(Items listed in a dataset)
══════
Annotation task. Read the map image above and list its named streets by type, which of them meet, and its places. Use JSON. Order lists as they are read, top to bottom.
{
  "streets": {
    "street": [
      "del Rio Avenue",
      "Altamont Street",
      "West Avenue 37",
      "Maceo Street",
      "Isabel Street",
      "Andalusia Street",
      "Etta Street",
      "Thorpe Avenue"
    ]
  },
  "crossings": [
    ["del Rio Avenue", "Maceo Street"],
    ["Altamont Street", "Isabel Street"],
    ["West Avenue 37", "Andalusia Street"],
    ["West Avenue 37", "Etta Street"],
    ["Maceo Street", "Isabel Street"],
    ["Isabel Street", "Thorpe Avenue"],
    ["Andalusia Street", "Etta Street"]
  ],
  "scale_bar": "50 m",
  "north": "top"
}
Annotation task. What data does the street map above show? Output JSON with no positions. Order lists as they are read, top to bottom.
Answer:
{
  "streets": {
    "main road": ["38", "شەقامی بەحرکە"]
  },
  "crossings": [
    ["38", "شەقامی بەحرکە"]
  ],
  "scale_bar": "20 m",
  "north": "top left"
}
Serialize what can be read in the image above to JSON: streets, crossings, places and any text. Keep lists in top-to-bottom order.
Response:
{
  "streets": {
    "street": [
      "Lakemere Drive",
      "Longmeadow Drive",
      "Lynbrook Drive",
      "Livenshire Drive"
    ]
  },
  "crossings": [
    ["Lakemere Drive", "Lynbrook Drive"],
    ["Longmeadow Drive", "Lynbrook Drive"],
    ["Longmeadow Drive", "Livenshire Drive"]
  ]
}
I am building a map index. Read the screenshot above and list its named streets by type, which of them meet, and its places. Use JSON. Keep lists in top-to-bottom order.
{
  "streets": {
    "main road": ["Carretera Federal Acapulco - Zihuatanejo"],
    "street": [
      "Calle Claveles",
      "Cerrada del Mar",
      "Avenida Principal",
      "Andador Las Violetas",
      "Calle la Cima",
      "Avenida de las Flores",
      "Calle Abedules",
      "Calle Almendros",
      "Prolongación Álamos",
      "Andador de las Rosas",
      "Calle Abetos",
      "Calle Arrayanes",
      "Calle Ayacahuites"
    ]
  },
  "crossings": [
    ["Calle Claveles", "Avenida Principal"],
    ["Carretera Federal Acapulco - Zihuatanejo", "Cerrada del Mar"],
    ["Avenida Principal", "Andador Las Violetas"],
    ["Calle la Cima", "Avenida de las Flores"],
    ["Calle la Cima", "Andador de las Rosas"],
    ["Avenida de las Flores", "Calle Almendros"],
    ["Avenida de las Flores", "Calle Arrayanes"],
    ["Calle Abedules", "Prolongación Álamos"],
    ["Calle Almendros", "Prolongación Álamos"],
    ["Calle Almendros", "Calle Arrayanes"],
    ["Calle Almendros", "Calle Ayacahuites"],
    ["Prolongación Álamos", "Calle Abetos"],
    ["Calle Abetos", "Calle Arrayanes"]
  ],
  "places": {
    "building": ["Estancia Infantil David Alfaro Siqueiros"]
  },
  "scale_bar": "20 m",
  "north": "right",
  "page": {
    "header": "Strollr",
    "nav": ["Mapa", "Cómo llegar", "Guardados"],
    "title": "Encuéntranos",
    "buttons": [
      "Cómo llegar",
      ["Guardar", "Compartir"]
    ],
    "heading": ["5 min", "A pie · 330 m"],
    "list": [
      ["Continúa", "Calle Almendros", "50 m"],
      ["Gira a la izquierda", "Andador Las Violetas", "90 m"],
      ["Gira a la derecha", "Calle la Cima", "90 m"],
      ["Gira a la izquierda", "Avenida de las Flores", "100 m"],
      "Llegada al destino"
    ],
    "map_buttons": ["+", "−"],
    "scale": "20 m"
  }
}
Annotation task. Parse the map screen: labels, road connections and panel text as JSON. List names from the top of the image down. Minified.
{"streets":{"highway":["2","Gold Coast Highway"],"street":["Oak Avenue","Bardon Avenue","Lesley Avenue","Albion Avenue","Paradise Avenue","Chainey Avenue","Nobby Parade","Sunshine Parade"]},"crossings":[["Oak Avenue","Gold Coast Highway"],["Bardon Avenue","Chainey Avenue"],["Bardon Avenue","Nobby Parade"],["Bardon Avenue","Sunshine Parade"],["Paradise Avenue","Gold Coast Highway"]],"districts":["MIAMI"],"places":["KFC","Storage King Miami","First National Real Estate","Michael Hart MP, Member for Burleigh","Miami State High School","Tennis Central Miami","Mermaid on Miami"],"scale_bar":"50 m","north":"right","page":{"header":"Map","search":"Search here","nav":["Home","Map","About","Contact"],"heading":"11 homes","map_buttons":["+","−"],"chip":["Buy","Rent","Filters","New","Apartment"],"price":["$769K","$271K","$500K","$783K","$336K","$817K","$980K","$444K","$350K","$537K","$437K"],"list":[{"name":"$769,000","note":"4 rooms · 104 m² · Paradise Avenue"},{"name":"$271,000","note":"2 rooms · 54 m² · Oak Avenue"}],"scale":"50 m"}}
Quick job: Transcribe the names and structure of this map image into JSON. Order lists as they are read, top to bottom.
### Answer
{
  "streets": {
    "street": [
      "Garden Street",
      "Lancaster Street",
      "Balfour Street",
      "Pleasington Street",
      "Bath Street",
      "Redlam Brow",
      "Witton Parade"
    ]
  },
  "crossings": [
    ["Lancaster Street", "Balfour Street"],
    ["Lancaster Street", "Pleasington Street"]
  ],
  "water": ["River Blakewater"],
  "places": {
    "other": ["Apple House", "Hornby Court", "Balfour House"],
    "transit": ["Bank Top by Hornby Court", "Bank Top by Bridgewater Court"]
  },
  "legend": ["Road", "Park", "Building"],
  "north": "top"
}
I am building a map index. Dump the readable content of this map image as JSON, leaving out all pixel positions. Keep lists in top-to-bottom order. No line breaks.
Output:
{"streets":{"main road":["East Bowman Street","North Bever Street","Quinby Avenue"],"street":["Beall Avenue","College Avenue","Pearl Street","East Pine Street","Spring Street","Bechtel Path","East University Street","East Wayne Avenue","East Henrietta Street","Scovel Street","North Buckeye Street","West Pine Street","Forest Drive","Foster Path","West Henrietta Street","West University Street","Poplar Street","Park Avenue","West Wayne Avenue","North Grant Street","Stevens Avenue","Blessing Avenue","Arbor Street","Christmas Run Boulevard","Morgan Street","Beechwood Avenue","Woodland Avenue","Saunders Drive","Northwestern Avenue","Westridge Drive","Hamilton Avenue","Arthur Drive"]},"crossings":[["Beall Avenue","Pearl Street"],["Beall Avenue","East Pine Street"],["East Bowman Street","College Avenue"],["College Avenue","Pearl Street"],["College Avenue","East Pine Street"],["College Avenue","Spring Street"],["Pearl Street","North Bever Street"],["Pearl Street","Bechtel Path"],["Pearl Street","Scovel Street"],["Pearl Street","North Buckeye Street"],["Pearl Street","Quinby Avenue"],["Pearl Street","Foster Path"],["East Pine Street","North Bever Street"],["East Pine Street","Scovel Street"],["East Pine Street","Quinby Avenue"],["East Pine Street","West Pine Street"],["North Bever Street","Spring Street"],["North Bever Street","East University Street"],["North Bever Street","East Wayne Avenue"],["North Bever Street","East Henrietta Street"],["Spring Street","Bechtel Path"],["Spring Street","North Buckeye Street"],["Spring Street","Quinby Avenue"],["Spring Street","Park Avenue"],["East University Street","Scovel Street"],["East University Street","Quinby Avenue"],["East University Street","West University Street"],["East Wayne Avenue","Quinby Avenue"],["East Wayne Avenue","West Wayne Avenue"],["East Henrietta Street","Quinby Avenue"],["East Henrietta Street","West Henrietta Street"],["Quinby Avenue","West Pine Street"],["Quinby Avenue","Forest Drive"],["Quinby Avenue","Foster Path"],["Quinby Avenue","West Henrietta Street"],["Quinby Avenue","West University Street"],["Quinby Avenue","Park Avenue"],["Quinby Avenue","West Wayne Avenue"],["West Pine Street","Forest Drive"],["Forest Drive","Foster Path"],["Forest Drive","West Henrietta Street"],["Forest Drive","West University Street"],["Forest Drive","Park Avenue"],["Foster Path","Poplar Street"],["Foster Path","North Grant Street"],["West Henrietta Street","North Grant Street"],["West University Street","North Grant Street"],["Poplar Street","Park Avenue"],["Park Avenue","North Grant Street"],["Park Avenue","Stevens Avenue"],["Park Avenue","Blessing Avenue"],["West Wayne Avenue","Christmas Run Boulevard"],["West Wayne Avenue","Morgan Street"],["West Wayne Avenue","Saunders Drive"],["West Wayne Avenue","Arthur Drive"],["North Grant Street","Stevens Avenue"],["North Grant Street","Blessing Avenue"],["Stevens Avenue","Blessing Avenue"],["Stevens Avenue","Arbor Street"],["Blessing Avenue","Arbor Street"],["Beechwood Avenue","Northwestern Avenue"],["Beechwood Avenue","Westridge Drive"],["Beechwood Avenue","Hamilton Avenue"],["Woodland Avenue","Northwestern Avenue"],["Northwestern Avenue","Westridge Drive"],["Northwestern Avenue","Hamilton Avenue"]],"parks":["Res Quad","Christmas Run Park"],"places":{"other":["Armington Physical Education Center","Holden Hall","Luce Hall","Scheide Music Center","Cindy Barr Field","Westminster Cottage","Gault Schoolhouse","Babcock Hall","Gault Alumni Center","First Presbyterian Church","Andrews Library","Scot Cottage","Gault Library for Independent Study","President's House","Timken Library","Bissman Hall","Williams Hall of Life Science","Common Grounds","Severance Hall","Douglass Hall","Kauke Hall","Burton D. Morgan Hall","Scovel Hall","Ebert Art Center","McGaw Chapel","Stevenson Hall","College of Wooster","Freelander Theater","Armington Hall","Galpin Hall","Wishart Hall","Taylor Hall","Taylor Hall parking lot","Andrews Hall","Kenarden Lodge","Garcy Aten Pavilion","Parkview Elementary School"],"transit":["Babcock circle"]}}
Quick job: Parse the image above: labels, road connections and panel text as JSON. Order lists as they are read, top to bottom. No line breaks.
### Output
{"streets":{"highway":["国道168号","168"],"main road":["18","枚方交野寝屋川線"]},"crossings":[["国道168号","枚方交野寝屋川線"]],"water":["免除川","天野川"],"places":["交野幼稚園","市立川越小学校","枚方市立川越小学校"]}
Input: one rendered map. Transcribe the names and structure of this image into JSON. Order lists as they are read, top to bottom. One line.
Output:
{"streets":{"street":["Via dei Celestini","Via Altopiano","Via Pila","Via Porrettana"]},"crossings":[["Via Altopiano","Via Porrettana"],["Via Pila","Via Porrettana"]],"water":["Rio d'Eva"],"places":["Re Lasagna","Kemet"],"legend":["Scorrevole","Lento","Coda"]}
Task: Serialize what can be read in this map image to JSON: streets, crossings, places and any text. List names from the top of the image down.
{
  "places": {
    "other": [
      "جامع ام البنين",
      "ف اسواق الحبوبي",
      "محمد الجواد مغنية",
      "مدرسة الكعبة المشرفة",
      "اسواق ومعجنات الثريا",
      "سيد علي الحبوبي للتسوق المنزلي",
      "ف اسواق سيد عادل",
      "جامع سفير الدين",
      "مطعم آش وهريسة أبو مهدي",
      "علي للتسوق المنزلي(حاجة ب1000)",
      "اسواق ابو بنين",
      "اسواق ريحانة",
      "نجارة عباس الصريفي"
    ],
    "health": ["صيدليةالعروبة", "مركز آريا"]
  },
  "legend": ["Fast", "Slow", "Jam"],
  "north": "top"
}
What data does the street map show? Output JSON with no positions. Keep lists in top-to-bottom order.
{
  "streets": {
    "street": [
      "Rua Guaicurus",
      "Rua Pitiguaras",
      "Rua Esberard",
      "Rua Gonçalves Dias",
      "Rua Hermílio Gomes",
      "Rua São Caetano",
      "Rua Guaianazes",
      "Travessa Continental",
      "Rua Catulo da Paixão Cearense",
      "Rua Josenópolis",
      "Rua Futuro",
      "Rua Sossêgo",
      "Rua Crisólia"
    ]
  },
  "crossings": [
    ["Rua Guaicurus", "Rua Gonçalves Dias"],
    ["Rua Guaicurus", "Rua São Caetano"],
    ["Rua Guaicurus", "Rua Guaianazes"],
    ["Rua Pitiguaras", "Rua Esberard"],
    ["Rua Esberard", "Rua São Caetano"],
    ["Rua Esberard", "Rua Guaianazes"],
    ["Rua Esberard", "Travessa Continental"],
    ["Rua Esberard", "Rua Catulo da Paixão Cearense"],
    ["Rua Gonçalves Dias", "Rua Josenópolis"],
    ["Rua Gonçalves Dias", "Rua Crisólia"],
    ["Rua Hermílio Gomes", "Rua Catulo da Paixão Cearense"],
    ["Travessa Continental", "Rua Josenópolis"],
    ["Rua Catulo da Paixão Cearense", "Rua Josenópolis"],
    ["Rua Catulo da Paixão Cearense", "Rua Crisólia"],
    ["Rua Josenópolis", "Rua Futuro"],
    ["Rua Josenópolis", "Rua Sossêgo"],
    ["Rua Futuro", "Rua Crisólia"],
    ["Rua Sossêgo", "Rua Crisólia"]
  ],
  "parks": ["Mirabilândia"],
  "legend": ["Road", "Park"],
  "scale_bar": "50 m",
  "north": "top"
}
══════
YOUR GOAL — Count the lines of the data that hold the string "does". The answer should be that number alone.

ANSWER FOR THE TASK — 2